吸波层的可靠性对于实现防护工程的保护功能至关重要。然而,在土壤季节性冰冻地区,典型的吸波材料--沙子--无法实现其预期的吸波功能。这是因为材料的内部孔隙被冰填满,颗粒冻结。为了解决这个问题,我们选择了氧化铝薄壁空心颗粒作为新的吸波材料。这些颗粒可将气相引入吸收层,而气相对衰减应力波至关重要,并通过劈裂霍普金森棒(SHPB)试验研究了其在冻结条件下的吸波能力。测试数据表明,氧化铝薄壁空心颗粒的密度比沙子小,波阻抗较低,因此能反射更多的入射能量。此外,与沙子相比,这些颗粒对吸收能量的消散能力更强。在冰冻环境下,氧化铝薄壁空心颗粒的平均透射系数仅为普通沙子的 21.95% 到 49.30%。此外,颗粒大小与波浪吸收能力呈正相关。氧化铝薄壁空心颗粒在冲击应力作用下破碎并释放气相的能力大大提高了吸波层在冻结条件下的可压缩性,这也是其吸波效果增强的原因。应力-应变曲线具体表现为曲线更平滑,塑性能量耗散阶段更长。除此之外,材料的动态变形模量和峰值应力较低,而峰值应变较大。这项研究结果为解决季节性冰冻地区吸水层冻害问题提供了一种低成本、高可靠性的解决方案。

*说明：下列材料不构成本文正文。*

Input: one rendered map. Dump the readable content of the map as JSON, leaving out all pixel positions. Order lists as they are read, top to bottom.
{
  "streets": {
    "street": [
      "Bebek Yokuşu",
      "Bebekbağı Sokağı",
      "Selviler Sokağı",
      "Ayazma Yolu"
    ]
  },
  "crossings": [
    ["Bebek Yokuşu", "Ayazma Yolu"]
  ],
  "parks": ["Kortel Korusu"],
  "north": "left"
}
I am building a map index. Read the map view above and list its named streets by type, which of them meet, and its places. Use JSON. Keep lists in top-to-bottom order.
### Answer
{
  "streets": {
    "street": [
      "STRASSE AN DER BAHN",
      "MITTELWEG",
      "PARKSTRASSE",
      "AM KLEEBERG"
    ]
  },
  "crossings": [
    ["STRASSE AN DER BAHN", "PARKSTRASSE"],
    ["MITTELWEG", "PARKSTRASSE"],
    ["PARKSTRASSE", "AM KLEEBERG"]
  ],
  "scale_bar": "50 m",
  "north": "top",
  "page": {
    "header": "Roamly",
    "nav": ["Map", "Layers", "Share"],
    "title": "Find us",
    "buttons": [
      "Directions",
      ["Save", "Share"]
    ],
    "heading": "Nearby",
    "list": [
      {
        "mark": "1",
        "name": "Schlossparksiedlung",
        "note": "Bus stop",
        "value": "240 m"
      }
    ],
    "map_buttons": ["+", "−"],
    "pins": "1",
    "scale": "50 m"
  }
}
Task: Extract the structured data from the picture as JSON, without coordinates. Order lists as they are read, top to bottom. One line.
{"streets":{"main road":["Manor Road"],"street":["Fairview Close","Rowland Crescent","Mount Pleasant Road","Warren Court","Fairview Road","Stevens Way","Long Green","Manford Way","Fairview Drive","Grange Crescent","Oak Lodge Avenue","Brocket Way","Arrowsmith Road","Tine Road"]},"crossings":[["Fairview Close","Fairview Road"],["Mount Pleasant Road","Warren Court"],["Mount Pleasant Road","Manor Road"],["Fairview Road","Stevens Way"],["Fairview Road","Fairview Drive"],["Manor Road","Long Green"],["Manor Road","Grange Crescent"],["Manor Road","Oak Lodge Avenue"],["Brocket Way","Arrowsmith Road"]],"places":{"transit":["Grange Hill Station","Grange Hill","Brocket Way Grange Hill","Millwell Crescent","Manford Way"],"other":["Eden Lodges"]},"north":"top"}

本文章由计算机程序翻译,如有差异,请以英文原文为准。
Wave-absorbing performance of alumina thin-walled hollow particles under freezing condition
The reliability of the absorbing layer is crucial for realizing protective engineering’s protection function. However, the typical wave-absorbing material, sand, is unable to fulfill its intended wave-absorbing function in areas with seasonally frozen soil. This is because the internal pores of the material become filled with ice and the particles freeze. To address this issue, alumina thin-walled hollow particles were chosen as a new wave-absorbing material. These particles can introduce the gas phase into the absorbing layer which is essential for attenuating the stress waves and its wave-absorbing capacity under freezing conditions was investigated by the split Hopkinson bar (SHPB) test. According to the test data, the alumina thin-walled hollow particles are less dense than sand and have a lower wave impedance, allowing them to reflect more incident energy. Moreover, these particles have a better capacity for dissipating the absorbed energy, as compared to sand. Under freezing circumstances, the average transmittance coefficient of alumina thin-walled hollow particles is only 21.95% to 49.30% of ordinary sand. Additionally, the particle size positively correlates with the capacity for wave-absorption. The capacity of alumina thin-walled hollow particles to shatter and release the gas phase under impact stress significantly increases the compressibility of the absorbing layer under freezing conditions, which accounts for their enhanced wave-absorbing effectiveness. The stress-strain curve specifically manifests as a smoother curve and a longer stage of plastic energy dissipation. Other than that, the dynamic deformation modulus of the material and peak stress is lower, while the peak strain is larger. The findings of this study provide a low-cost, high-reliability solution to the problem of frost damage in the absorbing layer in regions with seasonal freezing.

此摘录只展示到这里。